Without saying anything on the second mercy petition moved by Memon before the Maharashtra governor after the rejection of his curative petition by the apex court on July 21, the court brought an end to the legal battle being waged by Memon challenging his death sentence.

Memon and 11 others were slapped with the death penalty by the special TADA court in July 2007 for the 1993 bomb blasts in which 257 people were killed and 712 were injured.

Meanwhile, Maharashtra Governor CV Rao on Wednesday rejected death row convict Yakub Memon’s plea for clemency.

Maharashtra prepares for execution tomorrow morning

After the rejection Memon's pleas by the Maharashtra governor, the state government is now gearing up to execute him at 7 a.m. on Thursday in Nagpur Central Jail (NCJ).

The state government has deployed additional security in and around the NCJ premises, outside Memon's residence in Mahim and other sensitive spots across the state to prevent any adverse fallout of the execution.

Director General of Police Sanjeev Dayal and Mumbai Police Commissioner Rakesh Maria met Chief Minister Devendra Fadnavis shortly after the Supreme Court verdict and the governor's decision in the matter.

Governor CV. Rao on Wednesday rejected Yakub Memon's plea for clemency, shortly after a three-judge bench of the Supreme Court rejected his appeal filed before it earlier this week.

This paved the way for Memon's scheduled execution on Thursday - ironically on his 54th birthday - for his role and conviction in the March 12, 1993 Mumbai serial blasts case.

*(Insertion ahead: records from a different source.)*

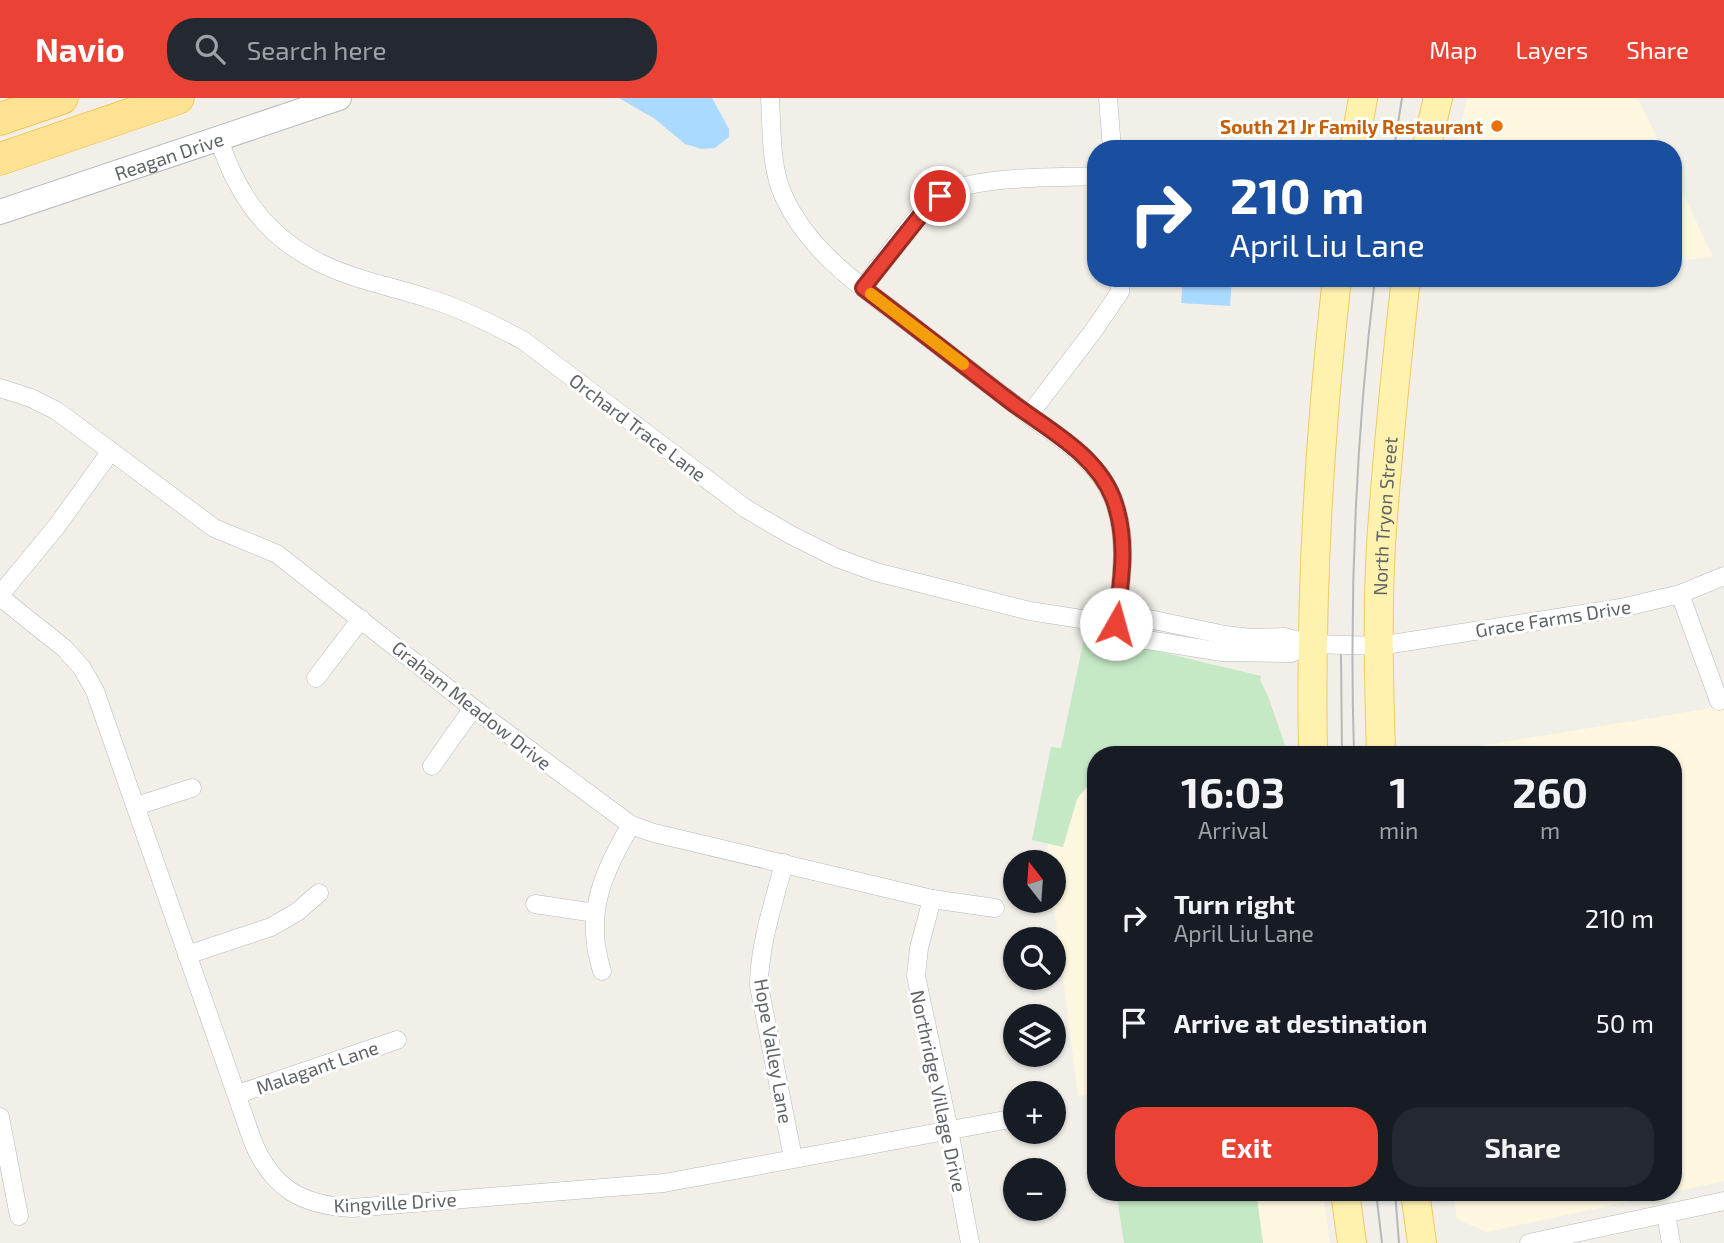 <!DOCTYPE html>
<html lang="en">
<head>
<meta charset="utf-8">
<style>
  :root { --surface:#171b24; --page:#242831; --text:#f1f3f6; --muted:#9ea1a6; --accent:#ea4335 }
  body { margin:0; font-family:"Exo 2",sans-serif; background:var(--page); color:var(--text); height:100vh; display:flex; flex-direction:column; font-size:26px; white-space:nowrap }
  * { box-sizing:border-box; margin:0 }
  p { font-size:23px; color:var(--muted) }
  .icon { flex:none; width:38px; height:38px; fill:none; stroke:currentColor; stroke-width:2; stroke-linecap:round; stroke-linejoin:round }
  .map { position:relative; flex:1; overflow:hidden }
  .side { position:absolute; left:1087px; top:648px; width:595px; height:455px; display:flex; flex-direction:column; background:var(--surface); border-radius:28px; box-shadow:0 2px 5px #0004 }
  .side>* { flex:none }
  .hud { position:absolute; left:1087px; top:42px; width:595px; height:147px; border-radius:28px; box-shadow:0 2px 5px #0004; background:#1a4fa0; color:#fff; overflow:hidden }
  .needle { width:46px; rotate:343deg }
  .tools { position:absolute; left:1003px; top:752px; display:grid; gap:14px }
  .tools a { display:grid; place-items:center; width:63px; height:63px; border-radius:50%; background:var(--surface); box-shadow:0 2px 5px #0004; font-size:35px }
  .pin { position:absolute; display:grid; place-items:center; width:60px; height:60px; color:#fff; margin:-30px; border:4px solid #fff; border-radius:50%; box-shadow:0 2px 7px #0007 }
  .me { position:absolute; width:77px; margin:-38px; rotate:7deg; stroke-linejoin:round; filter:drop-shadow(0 0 5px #0008) }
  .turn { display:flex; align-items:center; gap:24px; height:147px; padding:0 28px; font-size:32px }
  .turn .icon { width:91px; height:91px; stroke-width:2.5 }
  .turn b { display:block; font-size:49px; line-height:60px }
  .eta { display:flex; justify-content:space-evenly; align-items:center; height:119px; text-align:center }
  .eta b { font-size:42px; font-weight:700; line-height:49px }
  .button { display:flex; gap:14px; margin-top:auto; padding:14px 28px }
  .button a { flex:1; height:80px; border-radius:28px; background:var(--accent); color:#fff; font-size:28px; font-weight:700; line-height:80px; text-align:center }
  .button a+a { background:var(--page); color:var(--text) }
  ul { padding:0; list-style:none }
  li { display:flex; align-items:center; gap:21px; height:105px; padding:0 28px }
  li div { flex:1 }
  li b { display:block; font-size:26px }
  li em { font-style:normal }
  header { display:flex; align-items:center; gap:42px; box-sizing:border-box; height:98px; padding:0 35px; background:var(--accent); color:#fff }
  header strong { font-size:33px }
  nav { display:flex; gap:38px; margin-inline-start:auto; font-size:24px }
  .search { width:490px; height:63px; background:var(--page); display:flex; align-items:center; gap:18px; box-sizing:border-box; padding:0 24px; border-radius:28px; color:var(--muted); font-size:26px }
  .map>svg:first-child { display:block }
  .commercial { fill:#fef7e0 }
  .green { fill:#c5e8c5 }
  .water { fill:#aadaff }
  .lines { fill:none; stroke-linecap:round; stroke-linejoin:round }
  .street-casing { stroke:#b5b8bc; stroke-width:19 }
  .secondary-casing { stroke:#b6babf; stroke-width:26 }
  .primary-casing { stroke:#f2c960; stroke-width:30 }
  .highway-casing { stroke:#f9ab00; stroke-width:33 }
  .street { stroke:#fff; stroke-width:18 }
  .secondary { stroke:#fff; stroke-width:24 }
  .primary { stroke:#fff2af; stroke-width:28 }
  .highway { stroke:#fde293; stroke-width:32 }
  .tram { stroke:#b6b7b8; stroke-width:2 }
  .route-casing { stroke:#982c22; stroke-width:18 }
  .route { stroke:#ea4335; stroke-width:12 }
  .slow { stroke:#f59e0b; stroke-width:12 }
  .food-dot { fill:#e8710a; stroke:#fff; stroke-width:2.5 }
  .labels { text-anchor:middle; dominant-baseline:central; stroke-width:6; stroke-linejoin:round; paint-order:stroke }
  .food-label { font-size:19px; font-weight:bold; fill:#c56008; stroke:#fff; text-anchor:end }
  .street-label { font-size:19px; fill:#5f6368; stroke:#fff }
</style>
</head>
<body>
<header>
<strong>Navio</strong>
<div class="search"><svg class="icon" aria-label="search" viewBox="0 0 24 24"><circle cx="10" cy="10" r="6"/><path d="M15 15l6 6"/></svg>Search here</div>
<nav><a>Map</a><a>Layers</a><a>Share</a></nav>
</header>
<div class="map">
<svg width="1724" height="1145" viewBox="0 0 1724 1145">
  <rect width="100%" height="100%" fill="#f1efe8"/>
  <g class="commercial">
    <path d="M1467,0H1638L1662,51H1456Z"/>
    <path d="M1673,74L1713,159L1673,163Z"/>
    <path d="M1724,608V1083L1487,1134L1457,1121L1453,1094H1673V656H1431Z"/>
    <path d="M1095,679V996L1078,998L1054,808V765H1049L1047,745L1063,748L1077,701Z"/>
    <path d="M1256,1094H1323L1330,1145H1263Z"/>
  </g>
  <g class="green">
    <path d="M1085,536L1261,578L1260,582L1268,598L1288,656H1225L1189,651L1166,656H1096L1095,679L1077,701L1063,749L1032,742L1051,649L1061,650Z"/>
    <path d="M1116,1094H1256L1263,1145H1124Z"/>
  </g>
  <g class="water">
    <path d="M619,0H712L729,31V39L715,50L702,51L685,46L655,21Z"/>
    <path d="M1221,180H1232L1230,208L1181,205L1183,182L1220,185Z"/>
  </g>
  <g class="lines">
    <defs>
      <g id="street">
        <path d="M770,0C772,32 770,69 784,99C811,157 865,191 914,229C952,258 989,287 1027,316C1059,340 1097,361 1113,400C1129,442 1121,483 1116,526"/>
        <path d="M1108,0L1112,51"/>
        <path d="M219,41C242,113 283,156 355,179C379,187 403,192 427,200C461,210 493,226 524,243L745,410L789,436L837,460L876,474L1030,513L1113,526L1135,518L1225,537L1251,540L1284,539L1311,546L1379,548L1621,510L1680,496L1724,478"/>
        <path d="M863,190C883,164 915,115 940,98C972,77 1056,80 1096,78"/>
        <path d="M0,290L31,300L57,313L214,430L277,456L473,610L631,727L654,735L932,801L995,810"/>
        <path d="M1029,317L1094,232L1120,194V180"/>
        <path d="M1680,496L1719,603"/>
        <path d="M0,497L56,429L111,353"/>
        <path d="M0,499L64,550L82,570L95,593L253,1044C273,1092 303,1107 352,1110L664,1085L1005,1022"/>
        <path d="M1116,526L1135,540L1222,554L1291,555L1311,546"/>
        <path d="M316,580L361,521"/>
        <path d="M432,668L473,610"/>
        <path d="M136,708L192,690"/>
        <path d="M784,765C774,804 759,847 759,888L793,1060"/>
        <path d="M932,801L919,850L916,878L949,1032L970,1145"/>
        <path d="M535,806L595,815"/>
        <path d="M187,857L271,829L297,814L319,795"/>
        <path d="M602,873C584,818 602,775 631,727"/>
        <path d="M238,996L397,942"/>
        <path d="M0,1019L19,1118"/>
        <path d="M1666,1116L1671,1145"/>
        <path d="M1529,1145L1724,1103"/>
      </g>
      <g id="secondary">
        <path id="s1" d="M0,114L339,0"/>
      </g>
      <g id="primary">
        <path d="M1354,51L1363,0"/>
        <path d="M1426,51L1438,0"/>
        <path d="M1313,656C1310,497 1319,339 1337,180"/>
        <path id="s2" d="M1381,656C1379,587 1377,517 1381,447C1387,358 1396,269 1406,180"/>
        <path d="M1345,1094L1352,1145"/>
        <path d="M1415,1094L1422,1145"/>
      </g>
      <g id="highway">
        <path d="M0,21L62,0"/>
        <path d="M0,61L178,0"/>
      </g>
    </defs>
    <use href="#street" class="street-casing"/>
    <use href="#secondary" class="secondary-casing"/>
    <use href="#primary" class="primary-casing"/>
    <use href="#highway" class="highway-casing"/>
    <use href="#street" class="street"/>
    <use href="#secondary" class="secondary"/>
    <use href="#primary" class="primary"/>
    <use href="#highway" class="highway"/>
    <g class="tram">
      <path d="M1394,51L1402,0"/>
      <path d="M1341,557L1342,656"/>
      <path d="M1354,656C1349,497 1356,338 1375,180"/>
      <path d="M1376,1094L1382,1145"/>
      <path d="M1395,1094L1399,1145"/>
    </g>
  </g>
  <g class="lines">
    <defs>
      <path id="route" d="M940,98L924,113L863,190C911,226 958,263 1006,300C1043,329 1095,354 1113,400C1129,442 1121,483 1116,526"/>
    </defs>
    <use href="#route" class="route-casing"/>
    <use href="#route" class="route"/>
    <path class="slow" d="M871,196L963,266"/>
  </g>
  <circle class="food-dot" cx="1497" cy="28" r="7"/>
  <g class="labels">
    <g class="food-label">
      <text x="1483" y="28">South 21 Jr Family Restaurant</text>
    </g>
    <g class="street-label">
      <text stroke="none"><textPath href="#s1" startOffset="178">Reagan Drive</textPath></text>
      <text transform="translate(638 329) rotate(37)">Orchard Trace Lane</text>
      <text stroke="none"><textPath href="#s2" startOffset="238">North Tryon Street</textPath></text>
      <text transform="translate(1553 520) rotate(-9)">Grace Farms Drive</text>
      <text transform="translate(472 607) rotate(38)">Graham Meadow Drive</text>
      <text transform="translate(774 953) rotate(80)">Hope Valley Lane</text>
      <text transform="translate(317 969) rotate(-19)">Malagant Lane</text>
      <text transform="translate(939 993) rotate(78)">Northridge Village Drive</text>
      <text transform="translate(395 1104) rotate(-3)">Kingville Drive</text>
    </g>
  </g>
</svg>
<div class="tools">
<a><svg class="needle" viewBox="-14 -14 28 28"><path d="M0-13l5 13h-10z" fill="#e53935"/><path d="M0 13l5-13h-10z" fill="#9ea1a6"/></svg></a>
<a><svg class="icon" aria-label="search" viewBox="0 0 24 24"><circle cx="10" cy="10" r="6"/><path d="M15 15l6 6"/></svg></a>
<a><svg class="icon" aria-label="layers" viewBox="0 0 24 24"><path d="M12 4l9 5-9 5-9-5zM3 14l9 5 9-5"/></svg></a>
<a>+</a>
<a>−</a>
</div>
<div class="pin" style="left:940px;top:98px;background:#d93025"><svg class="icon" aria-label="arrive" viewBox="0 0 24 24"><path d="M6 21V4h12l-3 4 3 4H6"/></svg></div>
<svg class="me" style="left:1116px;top:526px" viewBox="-20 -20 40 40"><circle r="19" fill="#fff"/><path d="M0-13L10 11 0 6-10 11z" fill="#ea4335"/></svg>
<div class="hud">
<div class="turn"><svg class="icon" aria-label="right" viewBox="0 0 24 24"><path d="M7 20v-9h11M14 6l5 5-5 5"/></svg><div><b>210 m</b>April Liu Lane</div></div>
</div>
<section class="side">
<div class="eta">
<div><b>16:03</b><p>Arrival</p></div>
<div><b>1</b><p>min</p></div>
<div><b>260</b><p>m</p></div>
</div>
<ul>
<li><svg class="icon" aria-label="right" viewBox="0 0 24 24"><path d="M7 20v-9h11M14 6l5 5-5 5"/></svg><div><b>Turn right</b><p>April Liu Lane</p></div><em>210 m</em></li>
<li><svg class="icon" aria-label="arrive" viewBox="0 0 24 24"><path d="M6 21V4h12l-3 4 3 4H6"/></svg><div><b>Arrive at destination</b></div><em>50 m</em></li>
</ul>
<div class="button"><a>Exit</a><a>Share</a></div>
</section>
</div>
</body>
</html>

Commenting on the latest developments, Special Public Prosecutor Ujjwal Nikam said there were no legal hurdles now to give effect to the death warrant issued against Memon.

A police constable, who also doubles as a professional hangman, arrived in Nagpur earlier this week to finalise the preparations for the high-profile hanging.

Memon's family members, including his wife and daughter, two brothers and other relatives, are in Nagpur for a final meeting with him.

As per the procedure, on Thursday morning, Memon will be permitted a bathe, wear fresh clothes and offer prayers.

Later, he will be given a breakfast of his choice, undergo a final medical examination, and given full information on why he is being hanged, before he is taken to the gallows.